Qatari contact-tracing app ‘put 1m people’s sensitive data at risk’

Originally posted to The Guardian website, 27 May 2020

Hackers allowed access to names, national ID, health status and location data of users, says Amnesty.

A security flaw in Qatar’s coronavirus contact-tracing app put the sensitive personal details of more than a million people at risk, according to an investigation by Amnesty International.

The app, which is mandatory for Qatari residents to install, was configured in a way that would have allowed hackers “to access highly sensitive personal information, including the name, national ID, health status and location data of more than 1 million users”, according to Amnesty International’s security lab. 

Claudio Guarnieri, the lab’s head, said the flaws, fixed following their discovery, “should act as a warning to governments around the world rushing out contact tracing apps that are too often poorly designed and lack privacy safeguards”.

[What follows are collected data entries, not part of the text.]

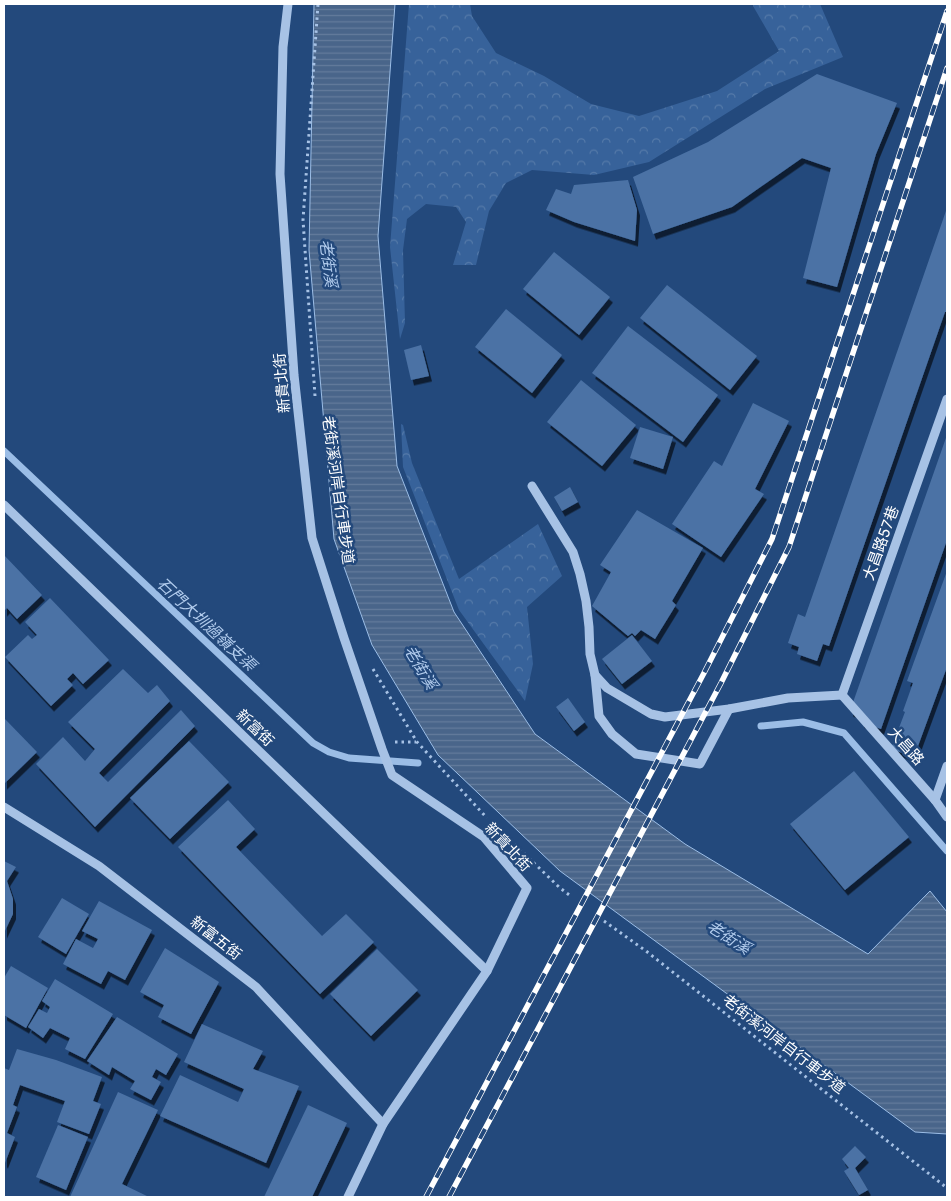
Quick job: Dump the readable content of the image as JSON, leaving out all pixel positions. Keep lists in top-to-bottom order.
{
  "streets": {
    "street": [
      "新貴北街",
      "大昌路57巷",
      "新富街",
      "大昌路",
      "新富五街"
    ],
    "path": ["老街溪河岸自行車步道"]
  },
  "crossings": [
    ["新貴北街", "新富街"],
    ["大昌路57巷", "大昌路"]
  ],
  "water": ["老街溪", "石門大圳過嶺支渠"]
}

The Qatari app uses a mixture of GPS and Bluetooth technology to track Covid-19 cases and warn people who may have been exposed to an infectious person. Like the UK’s app, it operates on a centralised model allowing the country’s interior ministry access to the information it gathers. 

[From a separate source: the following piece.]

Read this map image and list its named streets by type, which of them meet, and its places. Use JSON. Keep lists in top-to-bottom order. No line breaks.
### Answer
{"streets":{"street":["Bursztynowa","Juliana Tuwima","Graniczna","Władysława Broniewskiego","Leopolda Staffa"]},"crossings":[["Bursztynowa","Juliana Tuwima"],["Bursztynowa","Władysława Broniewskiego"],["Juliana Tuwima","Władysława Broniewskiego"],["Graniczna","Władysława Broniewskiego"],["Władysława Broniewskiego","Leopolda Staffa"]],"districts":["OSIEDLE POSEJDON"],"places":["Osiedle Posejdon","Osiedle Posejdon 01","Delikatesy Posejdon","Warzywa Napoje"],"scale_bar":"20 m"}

However, it gathers much more information than most similar apps, including the location of the user, which it links directly to their name and national ID, a choice that Amnesty describes as “highly problematic”. It also became compulsory on 22 May, with a penalty of up to three years in prison for people found to have not downloaded it.

The data-hungry approach favoured by Qatar is in stark contrast to Switzerland, which this week launched its own Covid contact-tracing app, SwissCovid, the first in the world to be built around privacy-first technology developed by Apple and Google. It operates in a “decentralised” manner, with Swiss health authorities receiving no information that can be used to track the pace of the outbreak.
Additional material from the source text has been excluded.